Our students in varying levels can join, leave, and rejoin a Zoom Meeting; mute and unmute themselves; turn on and off their cameras; join and ask for help in a breakout room; send messages through chat; put a cute emoji up in the corner; and, most impressively, join their English or citizenship class without being sent an invite. Words like join, download, swipe, mute, audio, video, leave, and breakout room are all now part of their everyday vocabulary.

We knew that Zoom would benefit our students in the obvious ways: they would continue learning English in the safety of their homes, they would see and talk to their teachers and classmates every day, and they would become much more comfortable with technology. One not-so-obvious benefit is that their Zoom proficiency has landed them jobs!

More than once has a current student applied for a job and then were asked to interview over Zoom. Because the students learned Zoom at LSS, they could confidently tell their potential employer that they could use Zoom, and, because the LSS teachers incorporated Zoom etiquette into our lesson plans, the students knew to sit in a quiet place with good lighting and professional camera angles to make that first impression the very best it could be.

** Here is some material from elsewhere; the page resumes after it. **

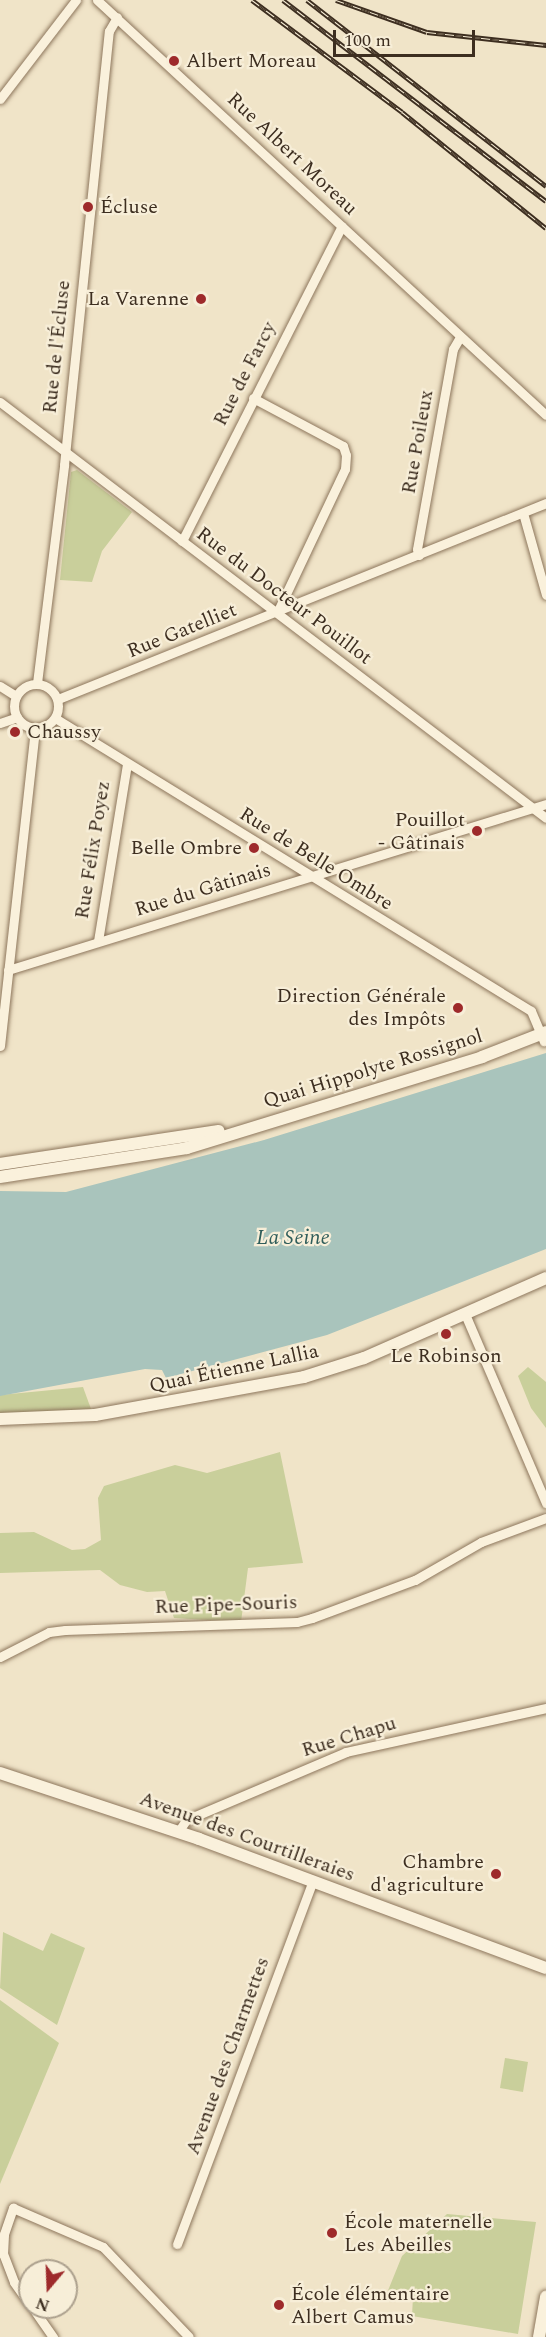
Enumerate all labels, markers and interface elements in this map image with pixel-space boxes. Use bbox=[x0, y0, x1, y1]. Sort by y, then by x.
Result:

And it worked! Those Zoom interviews turned into job offers, and our Zoom-savvy students turned into full-time workers. We couldn’t be more proud of the digital literacy skills our students are learning and demonstrating!

Written by:

Lindy Obach ESL Instructor
LSS Center for New Americans

New American Student Spotlight: Carlota Zetino Tovar

March 9, 2021

Sioux Falls is filled with generous businesses and organizations that partner together to better serve the people living in this city. One such business is Xcel Energy. Xcel Energy has supported high-level adult ESL education here at the LSS Center for New Americans for over 10 years. One way we thought we’d say “Thank you!” is by highlighting one of our most dedicated students, Carlota Zetino Tovar. Carlota has graduated into our high level speaking, writing, and citizenship classes, and because of grant support from Xcel Energy, she gets the opportunity to learn daily by working on her literacy and vocabulary skills.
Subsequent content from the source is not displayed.